KSL Movie Show review: ‘Five Nights at Freddy’s’
Oct 26, 2023, 1:03 PM | Updated: 2:53 pm
SALT LAKE CITY — Ever watch a movie and think, “Well that obviously wasn’t meant for me.”
It’s not that I don’t appreciate a well-written, suspense-filled horror film, because I do – mostly. It’s just that this one in particular, “Five Nights at Freddy’s,” is so mind-numbingly dumb, that I couldn’t understand all the “oohs” and “aahs” coming from the largely teenage target audience in attendance.
I won’t go as far as to say “I weep for this next generation of moviegoers,” but this experience left me more than a little vexed.
What’s the deal with Freddy’s?
Set in the 1990s, Mike Schmidt (Josh Hutcherson) has trouble keeping a job, which wouldn’t be such a big deal except he could lose custody of his little sister Abby (Piper Rubio) to cranky aunt Jane (Mary Stuart Masterson).
So he takes a night security gig at an abandoned pizzeria with animatronic bears singing pop songs. We all know what business it’s referring to since we were all legally bound to take our kids there for every annoying birthday party with its accompanying disease-ridden ball pit.
Seems like a pretty easy assignment. Watch the monitors, which by the way, were fairly elaborate given that no customers had been there in years. But hey, they’re trying to make a scary movie, so, a dozen cameras everywhere will be a necessity.

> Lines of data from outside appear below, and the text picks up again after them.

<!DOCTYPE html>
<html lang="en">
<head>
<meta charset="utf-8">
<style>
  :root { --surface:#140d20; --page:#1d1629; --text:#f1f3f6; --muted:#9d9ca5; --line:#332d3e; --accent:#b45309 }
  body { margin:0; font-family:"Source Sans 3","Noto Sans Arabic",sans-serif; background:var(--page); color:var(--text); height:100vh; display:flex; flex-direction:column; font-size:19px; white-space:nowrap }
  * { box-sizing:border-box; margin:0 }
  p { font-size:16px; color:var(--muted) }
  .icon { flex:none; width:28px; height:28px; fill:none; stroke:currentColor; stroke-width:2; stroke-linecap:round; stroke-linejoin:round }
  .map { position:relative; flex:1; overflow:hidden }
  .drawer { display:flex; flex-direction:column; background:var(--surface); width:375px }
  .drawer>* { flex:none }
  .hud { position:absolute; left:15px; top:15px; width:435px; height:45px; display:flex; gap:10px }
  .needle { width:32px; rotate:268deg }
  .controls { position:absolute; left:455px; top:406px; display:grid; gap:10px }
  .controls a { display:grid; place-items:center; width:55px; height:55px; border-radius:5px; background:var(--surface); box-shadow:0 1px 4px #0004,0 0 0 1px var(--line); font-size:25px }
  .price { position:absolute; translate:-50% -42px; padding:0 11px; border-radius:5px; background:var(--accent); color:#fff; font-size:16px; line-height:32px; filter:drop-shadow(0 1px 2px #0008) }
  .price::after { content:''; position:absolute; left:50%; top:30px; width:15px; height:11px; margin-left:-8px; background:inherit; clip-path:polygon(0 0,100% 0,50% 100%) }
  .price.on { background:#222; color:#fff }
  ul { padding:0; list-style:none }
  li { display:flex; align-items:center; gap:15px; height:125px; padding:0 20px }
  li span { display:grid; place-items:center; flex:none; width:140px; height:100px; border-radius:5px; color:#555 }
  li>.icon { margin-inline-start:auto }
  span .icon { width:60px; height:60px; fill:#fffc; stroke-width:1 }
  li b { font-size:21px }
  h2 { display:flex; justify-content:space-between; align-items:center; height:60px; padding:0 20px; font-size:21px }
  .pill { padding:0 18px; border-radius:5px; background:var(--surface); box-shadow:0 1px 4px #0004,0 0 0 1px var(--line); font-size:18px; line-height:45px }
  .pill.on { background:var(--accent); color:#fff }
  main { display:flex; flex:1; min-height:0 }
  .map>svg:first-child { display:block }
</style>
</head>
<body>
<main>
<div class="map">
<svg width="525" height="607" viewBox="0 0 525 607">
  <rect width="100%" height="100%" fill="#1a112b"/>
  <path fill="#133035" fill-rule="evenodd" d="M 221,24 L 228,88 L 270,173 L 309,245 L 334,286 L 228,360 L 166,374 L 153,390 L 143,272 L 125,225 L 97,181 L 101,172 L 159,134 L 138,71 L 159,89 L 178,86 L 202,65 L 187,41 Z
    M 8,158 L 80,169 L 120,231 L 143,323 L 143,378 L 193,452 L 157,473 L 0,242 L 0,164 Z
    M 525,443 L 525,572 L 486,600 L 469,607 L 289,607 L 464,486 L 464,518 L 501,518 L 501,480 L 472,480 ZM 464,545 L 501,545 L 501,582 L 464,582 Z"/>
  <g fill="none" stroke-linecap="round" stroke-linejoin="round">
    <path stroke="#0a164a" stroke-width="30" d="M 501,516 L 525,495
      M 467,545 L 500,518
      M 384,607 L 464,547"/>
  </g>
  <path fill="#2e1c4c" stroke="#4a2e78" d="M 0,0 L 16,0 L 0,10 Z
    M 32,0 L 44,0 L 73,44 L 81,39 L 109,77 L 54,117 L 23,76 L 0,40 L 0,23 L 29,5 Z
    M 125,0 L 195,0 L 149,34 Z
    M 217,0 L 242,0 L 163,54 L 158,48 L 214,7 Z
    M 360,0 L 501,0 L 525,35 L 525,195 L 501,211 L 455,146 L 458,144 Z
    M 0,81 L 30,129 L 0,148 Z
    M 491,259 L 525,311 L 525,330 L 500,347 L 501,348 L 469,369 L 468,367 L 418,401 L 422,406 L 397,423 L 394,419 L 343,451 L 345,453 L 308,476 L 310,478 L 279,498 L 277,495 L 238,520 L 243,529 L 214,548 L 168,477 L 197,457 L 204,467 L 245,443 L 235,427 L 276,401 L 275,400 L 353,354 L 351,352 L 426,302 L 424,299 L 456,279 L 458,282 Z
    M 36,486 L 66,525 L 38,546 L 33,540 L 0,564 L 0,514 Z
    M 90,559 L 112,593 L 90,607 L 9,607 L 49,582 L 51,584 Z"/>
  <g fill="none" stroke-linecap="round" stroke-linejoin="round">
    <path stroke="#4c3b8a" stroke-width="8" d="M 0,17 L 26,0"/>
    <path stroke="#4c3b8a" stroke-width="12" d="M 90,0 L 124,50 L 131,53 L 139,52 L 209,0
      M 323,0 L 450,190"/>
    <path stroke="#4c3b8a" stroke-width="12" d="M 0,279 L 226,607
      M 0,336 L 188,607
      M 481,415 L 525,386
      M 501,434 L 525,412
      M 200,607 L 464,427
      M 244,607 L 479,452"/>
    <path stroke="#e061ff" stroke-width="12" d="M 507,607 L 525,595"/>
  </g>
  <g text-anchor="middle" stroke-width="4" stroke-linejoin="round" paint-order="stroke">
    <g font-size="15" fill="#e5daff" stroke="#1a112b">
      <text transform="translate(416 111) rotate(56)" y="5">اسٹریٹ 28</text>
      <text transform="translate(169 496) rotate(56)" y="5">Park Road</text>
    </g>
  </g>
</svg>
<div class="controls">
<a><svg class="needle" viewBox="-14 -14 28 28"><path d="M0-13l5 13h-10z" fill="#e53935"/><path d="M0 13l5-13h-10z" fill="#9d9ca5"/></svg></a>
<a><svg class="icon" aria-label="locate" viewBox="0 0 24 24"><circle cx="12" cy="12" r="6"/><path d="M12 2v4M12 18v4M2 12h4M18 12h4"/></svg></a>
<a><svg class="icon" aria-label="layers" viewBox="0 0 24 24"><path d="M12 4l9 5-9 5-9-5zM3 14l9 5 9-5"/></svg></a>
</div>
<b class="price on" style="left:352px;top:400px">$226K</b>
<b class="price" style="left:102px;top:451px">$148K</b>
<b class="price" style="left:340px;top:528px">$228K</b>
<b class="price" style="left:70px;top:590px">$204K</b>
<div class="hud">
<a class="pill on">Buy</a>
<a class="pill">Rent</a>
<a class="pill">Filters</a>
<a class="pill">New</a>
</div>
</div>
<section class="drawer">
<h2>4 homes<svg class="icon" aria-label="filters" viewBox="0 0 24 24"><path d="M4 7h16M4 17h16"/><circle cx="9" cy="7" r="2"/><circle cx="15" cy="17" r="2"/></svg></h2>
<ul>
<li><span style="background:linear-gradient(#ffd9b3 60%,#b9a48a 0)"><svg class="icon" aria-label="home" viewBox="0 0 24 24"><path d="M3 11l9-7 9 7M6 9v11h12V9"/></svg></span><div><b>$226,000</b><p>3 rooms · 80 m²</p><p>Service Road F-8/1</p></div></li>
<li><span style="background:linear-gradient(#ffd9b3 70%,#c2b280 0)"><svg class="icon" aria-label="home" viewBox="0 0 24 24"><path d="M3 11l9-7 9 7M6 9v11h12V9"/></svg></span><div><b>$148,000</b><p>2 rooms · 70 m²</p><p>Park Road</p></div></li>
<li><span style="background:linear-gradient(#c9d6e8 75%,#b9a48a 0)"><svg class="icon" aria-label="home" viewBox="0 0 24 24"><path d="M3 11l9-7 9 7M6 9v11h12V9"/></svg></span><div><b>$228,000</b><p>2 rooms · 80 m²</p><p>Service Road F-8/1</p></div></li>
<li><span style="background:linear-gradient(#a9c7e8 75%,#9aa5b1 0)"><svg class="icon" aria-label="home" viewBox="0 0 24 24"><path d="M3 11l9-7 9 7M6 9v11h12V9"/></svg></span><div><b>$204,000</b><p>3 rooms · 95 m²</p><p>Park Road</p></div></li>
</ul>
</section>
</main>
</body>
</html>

The other thing that’s a little unsettling (actually there are several things) is that Freddy Fazbear’s Pizzeria has gone through a number of night security guards of late, the last one dispatched rather horrifically. But there’s no investigation or even a question as to what happened to that whiny guy in the opening sequence.
Eventually, we learn that Mike has gone through a traumatic event himself, that may or may not have some ties to a series of unsolved missing children cases in the 80’s. Fortunately, there’s a compassionate beat cop Vanessa (Elizabeth Lail) who routinely checks in on Mike to make sure everything is going okay . . . right up until she says . . . “have you met THEM yet,” (referring to the stuffed robot singers).
Hmmm. What an odd way of putting that.
With THEM in mind, my favorite robot critter was just a head with a candle sticking out of it called “Cupcake.” I’d heard cupcakes were bad for you, but this voracious little beastie took the cake! Groan. Sorry.
A gateway to horror?
So this sounds like it was funny? It wasn’t. Or perhaps super bloody? Nope. The PG-13 took care of that.
Well, how about scary? Not really, unless you count a handful of unearned jump scares. Creepy? Yes, I will say it’s definitely disturbing, once the whole storyline is revealed. But that, too, is not a plus.
The bottom line? Many are suggesting “Five Nights at Freddy’s” is a gateway for teens interested in getting into horror movies. To me, it felt more like an emergency exit as to why many people go out of their way to AVOID horror movies.
“Five Nights at Freddy’s” gets a C-. It’s rated PG-13 for strong violent content, bloody images, and language. The movie stars Josh Hutcherson, Piper Rubio, Elizabeth Lail, and Mary Stuart Masterson. It was co-written and directed by Emma Tammi (“The Wind” “The Left Right Game podcast”) – and filmed in New Orleans. The movie runs 110 minutes.